Begum's husband Kamal Mia, 45, eked out a tough living as a pedal-rickshaw driver, transporting people around the sprawling megacity of 20 million people for the equivalent of a dollar per fare.

The family says he was not taking part in any of the clashes that have wrought widespread destruction around the city, but was killed by stray police fire.

Begum and her two daughters were told to go to a nearby police station for clearance. When her eldest daughter Anika went there, it was barricaded shut.

Officers had closed the station after arson attacks on dozens of police posts by protesters.

Anika was then sent to another police station farther away — a 10-kilometre (six-mile) round trip from the hospital — despite a nationwide government-imposed curfew.

Police there refused to give the necessary permission for the release of the body.

"My father was not a protester," Anika said. "Why did my father have to die?"

  Tested to the limits 

Mia was among more than 60 people whose deaths in the unrest were recorded at Dhaka Medical College Hospital, the country's largest healthcare facility in the heart of the capital.

The relentless influx of patients since the start of the police crackdown on protesters has stretched the hospital to its limits.

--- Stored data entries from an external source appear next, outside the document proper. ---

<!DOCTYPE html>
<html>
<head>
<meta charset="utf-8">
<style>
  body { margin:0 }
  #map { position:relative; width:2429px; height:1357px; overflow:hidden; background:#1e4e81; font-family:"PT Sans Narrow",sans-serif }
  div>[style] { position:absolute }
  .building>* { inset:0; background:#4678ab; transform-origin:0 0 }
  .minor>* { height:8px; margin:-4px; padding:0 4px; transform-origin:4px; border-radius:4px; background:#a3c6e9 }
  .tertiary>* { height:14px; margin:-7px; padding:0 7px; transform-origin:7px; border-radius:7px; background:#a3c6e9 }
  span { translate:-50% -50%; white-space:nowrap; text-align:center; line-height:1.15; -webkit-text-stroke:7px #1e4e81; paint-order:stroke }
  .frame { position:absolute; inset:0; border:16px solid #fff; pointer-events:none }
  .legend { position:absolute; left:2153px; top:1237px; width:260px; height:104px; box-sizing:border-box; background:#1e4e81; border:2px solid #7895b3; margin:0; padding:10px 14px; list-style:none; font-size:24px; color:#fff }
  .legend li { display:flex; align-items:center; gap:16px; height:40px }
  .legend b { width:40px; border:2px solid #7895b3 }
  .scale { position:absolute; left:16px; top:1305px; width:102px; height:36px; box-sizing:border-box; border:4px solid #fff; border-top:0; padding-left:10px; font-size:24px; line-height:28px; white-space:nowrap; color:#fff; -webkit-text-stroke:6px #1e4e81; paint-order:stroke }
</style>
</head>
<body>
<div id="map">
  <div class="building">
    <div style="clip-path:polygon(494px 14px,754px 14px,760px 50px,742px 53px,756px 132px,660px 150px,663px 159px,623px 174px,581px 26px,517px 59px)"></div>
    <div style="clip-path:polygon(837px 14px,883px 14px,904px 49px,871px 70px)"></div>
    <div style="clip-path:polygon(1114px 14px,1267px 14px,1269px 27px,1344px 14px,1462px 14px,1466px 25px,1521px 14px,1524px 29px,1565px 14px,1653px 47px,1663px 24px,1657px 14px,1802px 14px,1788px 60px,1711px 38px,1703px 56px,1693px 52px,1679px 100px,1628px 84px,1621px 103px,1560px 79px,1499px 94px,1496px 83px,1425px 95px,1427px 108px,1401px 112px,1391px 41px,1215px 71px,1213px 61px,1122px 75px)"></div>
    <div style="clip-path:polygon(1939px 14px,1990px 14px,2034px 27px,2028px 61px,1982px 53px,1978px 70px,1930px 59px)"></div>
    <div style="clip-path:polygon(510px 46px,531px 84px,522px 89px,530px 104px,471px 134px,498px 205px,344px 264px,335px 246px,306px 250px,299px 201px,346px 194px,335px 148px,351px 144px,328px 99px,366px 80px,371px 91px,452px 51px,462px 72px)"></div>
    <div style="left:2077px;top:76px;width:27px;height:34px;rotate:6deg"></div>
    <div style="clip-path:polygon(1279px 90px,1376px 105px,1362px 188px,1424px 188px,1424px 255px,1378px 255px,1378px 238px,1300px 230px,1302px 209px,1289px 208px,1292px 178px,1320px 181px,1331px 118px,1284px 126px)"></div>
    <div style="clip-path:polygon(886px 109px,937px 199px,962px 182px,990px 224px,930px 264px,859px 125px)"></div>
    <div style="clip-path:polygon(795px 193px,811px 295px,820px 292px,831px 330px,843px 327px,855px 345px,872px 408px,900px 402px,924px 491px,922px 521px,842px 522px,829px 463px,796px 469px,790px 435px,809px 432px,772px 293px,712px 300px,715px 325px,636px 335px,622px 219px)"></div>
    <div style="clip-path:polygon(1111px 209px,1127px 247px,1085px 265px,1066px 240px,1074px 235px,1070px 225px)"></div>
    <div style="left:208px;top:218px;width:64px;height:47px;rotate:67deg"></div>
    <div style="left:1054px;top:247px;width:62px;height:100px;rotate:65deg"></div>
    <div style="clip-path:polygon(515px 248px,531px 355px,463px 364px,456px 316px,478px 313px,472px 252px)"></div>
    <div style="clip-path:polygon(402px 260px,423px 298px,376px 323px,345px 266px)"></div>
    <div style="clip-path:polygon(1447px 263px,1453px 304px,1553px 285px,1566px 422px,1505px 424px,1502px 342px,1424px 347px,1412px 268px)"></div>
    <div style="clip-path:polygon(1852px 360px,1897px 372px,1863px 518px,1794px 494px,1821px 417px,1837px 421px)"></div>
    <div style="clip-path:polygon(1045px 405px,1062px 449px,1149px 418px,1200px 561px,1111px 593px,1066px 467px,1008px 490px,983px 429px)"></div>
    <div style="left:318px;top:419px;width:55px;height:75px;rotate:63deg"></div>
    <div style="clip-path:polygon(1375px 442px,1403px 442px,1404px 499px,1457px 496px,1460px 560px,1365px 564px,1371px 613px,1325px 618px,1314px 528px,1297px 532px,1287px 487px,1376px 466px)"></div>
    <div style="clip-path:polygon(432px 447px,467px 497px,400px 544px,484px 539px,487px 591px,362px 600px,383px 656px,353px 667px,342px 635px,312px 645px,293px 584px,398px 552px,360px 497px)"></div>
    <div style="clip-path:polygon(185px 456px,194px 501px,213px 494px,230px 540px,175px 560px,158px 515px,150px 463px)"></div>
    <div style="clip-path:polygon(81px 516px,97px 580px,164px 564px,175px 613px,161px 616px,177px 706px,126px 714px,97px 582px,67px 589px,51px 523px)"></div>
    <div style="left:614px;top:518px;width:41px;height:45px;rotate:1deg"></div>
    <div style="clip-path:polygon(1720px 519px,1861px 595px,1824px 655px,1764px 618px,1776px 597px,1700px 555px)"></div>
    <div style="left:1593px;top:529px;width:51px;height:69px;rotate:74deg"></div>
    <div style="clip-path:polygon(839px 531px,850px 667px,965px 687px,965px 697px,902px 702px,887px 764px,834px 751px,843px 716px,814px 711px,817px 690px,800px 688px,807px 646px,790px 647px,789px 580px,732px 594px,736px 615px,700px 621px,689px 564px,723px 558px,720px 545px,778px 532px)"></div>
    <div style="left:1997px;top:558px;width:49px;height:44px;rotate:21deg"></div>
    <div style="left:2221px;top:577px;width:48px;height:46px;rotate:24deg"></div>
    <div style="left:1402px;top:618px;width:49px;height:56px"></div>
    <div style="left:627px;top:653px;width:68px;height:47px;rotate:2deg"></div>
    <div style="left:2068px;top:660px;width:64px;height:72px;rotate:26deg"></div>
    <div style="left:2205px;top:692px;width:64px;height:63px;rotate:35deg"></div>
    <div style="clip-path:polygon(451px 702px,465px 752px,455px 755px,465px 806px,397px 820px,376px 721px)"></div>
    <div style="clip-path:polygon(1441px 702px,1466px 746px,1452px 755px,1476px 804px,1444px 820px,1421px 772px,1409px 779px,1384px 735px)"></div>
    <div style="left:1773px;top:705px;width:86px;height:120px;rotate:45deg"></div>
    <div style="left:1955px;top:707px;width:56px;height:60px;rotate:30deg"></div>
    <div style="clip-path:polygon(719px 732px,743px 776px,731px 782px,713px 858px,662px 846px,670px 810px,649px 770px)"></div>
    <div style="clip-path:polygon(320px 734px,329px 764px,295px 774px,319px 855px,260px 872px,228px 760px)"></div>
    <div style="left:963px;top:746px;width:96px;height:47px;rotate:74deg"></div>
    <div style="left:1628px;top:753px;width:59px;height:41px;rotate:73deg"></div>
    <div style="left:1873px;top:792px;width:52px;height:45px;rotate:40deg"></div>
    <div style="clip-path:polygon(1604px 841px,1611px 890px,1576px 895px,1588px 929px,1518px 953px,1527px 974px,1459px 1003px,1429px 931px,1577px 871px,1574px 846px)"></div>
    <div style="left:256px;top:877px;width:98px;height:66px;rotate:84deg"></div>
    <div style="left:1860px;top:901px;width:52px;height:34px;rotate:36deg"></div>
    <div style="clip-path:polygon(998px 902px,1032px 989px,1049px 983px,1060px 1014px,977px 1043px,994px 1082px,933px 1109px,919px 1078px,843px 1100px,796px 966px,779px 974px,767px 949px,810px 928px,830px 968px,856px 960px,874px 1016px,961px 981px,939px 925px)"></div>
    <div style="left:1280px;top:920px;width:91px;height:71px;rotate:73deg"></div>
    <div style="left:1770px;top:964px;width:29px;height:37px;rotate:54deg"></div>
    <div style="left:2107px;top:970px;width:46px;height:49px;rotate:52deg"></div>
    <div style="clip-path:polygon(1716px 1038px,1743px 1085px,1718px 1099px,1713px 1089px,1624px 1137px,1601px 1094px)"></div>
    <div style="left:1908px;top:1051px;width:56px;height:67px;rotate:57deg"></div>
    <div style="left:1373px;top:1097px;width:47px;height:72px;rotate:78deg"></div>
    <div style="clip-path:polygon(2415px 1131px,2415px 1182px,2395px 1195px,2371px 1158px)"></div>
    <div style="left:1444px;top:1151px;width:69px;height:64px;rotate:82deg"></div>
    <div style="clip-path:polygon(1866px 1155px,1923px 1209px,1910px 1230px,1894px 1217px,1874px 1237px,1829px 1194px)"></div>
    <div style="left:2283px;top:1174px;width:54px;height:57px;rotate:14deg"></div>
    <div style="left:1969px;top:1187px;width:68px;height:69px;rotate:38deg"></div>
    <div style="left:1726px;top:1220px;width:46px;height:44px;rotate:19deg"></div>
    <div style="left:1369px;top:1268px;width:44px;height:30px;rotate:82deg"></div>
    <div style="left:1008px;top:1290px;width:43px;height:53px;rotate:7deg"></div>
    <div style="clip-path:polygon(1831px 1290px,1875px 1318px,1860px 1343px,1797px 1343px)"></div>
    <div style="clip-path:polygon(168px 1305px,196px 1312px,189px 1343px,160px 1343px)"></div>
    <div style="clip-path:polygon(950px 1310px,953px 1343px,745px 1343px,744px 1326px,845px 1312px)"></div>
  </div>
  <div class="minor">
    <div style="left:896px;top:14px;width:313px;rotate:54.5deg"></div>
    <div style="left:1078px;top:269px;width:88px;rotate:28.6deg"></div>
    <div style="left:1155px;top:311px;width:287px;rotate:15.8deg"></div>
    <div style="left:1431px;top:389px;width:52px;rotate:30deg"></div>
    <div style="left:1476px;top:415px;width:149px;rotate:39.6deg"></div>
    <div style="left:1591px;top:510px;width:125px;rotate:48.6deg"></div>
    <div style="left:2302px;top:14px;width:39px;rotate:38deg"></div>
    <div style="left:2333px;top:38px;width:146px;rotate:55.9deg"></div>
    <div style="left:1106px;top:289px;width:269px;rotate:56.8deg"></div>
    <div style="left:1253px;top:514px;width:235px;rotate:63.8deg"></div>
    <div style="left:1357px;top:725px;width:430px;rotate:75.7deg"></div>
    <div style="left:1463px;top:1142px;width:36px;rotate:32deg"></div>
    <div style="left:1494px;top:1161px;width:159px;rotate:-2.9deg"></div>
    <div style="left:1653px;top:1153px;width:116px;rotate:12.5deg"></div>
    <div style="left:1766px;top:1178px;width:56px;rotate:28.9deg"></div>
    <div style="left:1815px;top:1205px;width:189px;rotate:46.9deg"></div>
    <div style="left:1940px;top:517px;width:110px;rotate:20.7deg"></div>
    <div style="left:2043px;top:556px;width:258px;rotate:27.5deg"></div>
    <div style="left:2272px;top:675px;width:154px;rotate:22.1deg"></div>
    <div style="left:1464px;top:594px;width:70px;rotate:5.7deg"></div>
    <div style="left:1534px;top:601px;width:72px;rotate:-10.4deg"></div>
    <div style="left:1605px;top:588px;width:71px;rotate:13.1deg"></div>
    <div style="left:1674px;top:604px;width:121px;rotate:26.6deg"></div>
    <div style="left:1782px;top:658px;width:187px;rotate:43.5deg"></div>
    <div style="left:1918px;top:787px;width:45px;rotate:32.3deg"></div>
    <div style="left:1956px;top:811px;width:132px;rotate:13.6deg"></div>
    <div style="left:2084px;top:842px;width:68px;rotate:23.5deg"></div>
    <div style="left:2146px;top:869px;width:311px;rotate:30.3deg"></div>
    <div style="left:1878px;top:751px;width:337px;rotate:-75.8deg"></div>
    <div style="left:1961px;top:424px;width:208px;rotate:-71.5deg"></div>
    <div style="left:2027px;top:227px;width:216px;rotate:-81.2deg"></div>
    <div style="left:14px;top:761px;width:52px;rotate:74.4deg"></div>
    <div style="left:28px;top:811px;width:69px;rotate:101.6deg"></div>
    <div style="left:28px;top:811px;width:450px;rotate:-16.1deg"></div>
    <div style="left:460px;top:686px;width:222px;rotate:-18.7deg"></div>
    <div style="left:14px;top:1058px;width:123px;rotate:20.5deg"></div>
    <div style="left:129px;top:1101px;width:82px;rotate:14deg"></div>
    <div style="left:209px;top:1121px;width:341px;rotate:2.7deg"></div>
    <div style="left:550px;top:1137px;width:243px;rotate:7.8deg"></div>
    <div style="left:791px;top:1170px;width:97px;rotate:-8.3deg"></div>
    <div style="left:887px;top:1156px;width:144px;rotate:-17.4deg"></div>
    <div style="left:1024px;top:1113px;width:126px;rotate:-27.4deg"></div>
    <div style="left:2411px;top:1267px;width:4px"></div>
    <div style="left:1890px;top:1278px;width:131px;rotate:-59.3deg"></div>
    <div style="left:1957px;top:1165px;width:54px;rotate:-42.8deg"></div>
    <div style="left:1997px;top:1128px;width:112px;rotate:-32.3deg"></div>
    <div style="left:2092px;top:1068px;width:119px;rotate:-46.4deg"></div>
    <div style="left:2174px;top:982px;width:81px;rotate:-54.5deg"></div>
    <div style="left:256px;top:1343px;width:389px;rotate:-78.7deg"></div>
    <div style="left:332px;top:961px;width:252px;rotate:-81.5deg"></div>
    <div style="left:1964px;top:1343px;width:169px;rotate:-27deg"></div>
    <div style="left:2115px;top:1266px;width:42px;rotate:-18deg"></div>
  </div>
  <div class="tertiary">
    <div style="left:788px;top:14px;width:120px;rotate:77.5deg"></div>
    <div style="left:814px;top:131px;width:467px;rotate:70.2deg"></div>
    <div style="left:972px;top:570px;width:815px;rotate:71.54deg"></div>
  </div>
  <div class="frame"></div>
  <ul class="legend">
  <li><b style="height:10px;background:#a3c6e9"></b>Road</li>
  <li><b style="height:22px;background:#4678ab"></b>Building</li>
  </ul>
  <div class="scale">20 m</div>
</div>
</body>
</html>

Ambulances, private cars and rickshaws carrying the wounded were at one point arriving an average of once per minute, an AFP correspondent at the scene saw.

The entry gate of the emergency department, guarded by paramilitary Ansar forces, was blood-stained.

As soon as casualties arrive, staff rush with stretchers and trolleys. Some wounded people were given first aid for a rubber bullet, while others who were hit by injuries had to wait — sometimes for hours — for the doctors on duty.

Some are brought in already dead. Loved ones burst into tears as soon as a doctor or nurse makes it official.

A group of volunteers stood by the emergency department using loudhailers to call for blood donors after the hospital's stocks were depleted.

Among the dozens of grieving relatives at the hospital, the steps the police took to quell the student demonstrations have prompted untempered fury against Prime Minister Sheikh Hasina's government.

"Hasina's police have killed my son to keep her in power," the father of a 30-year-old mobile phone shop owner shot dead in the capital, who asked not to be identified, told AFP.

"God will punish her for this unjust torture."